Adjustable lens 26 may be a controllable liquid lens, in which the curvature of an interface of a liquid can be varied by means of an applied electric field or by mechanical means. An example of a field-controllable liquid lens is described in EP167892A1, where the curvature of the interface between two non-mixing liquids can be varied by means of the electric field.

In another embodiment, a controllable liquid lens such as described in EP2860555A1 may be used.

In yet another embodiment, a lens using electroactive polymers may be used, such as e.g. described in U.S. Pat.

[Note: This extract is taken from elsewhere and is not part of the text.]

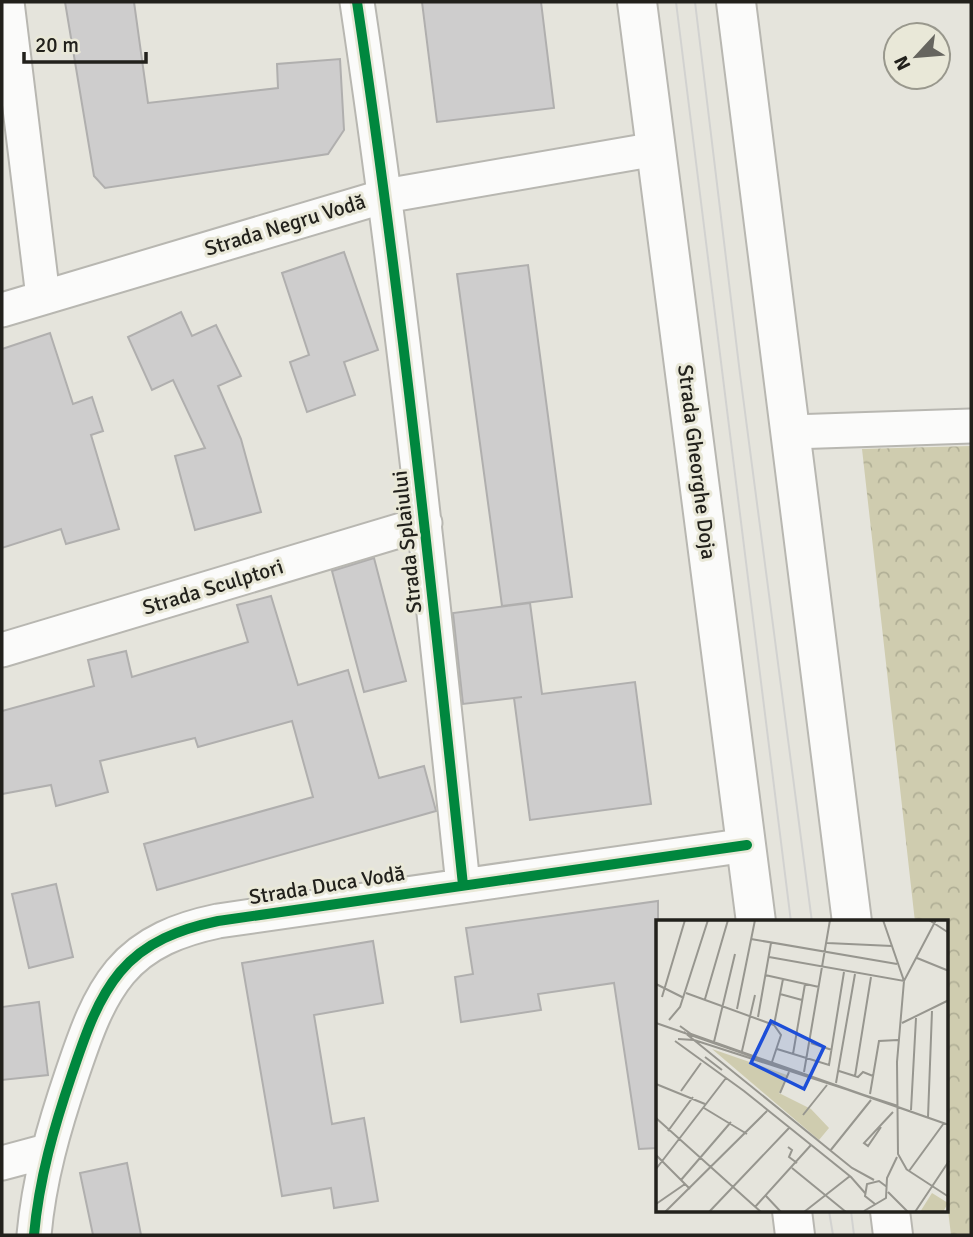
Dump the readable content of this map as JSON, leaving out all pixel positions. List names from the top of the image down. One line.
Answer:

No. 10,007,034.

For example, adjustable lens 26 may be a variable focus liquid lens of Corning's A-series.

Advantageously, adjustable lens 26 contains no mechanical motors for silent operation.

Projection lens element 28 is a positive lens element, i.e. it is a converging lens element.

Projection system 4 may further comprise an auxiliary mirror 30 casting the light from projection optics onto adjustable deflector 16 if adjustable deflector 16 is not arranged coaxially to adjustable lens 26 and projection lens element 28.

Adjustable Deflector

Adjustable deflector 16 is best shown in FIGS. 3 and 4.

In the present embodiment, it comprises a tiltable mirror 36, which can be tilted about a first and a second axis A1, A2. As mentioned above, axes A1 and A2 are, transversal, and they intersect. Advantageously, they perpendicular to each other.

A first and a second rotatory actuator 38-1, 38-2 are provided for tilting mirror 36. They may e.g. be stepper motors, and their rotational position can be controlled by control unit 18.

First rotatory actuator 38-1 has a first shaft 40-1 that can be rotated about first axis A1. First shaft 40-1 is connected, via a first coupler 42-1, to mirror 36. First coupler 42-1 rotationally locks the mirror to first shaft 40-1 for rotations about first axis A1, but it allows mirror 36 to tilt about a third axis A3 transversal to first axis A1. Third axis A3 can advantageously be pivoted, by rotation about first axis A1, to be parallel to second axis A2.

In the present embodiment, first coupler 42-1 comprises a first arm 44-1a rigidly connected to first shaft 40-1 and a first arcuate section 44-1b rigidly connected to first arm 44-1a. First arcuate section 44-1b is connected, by one or two rotational bearings 46-1, to mirror 36.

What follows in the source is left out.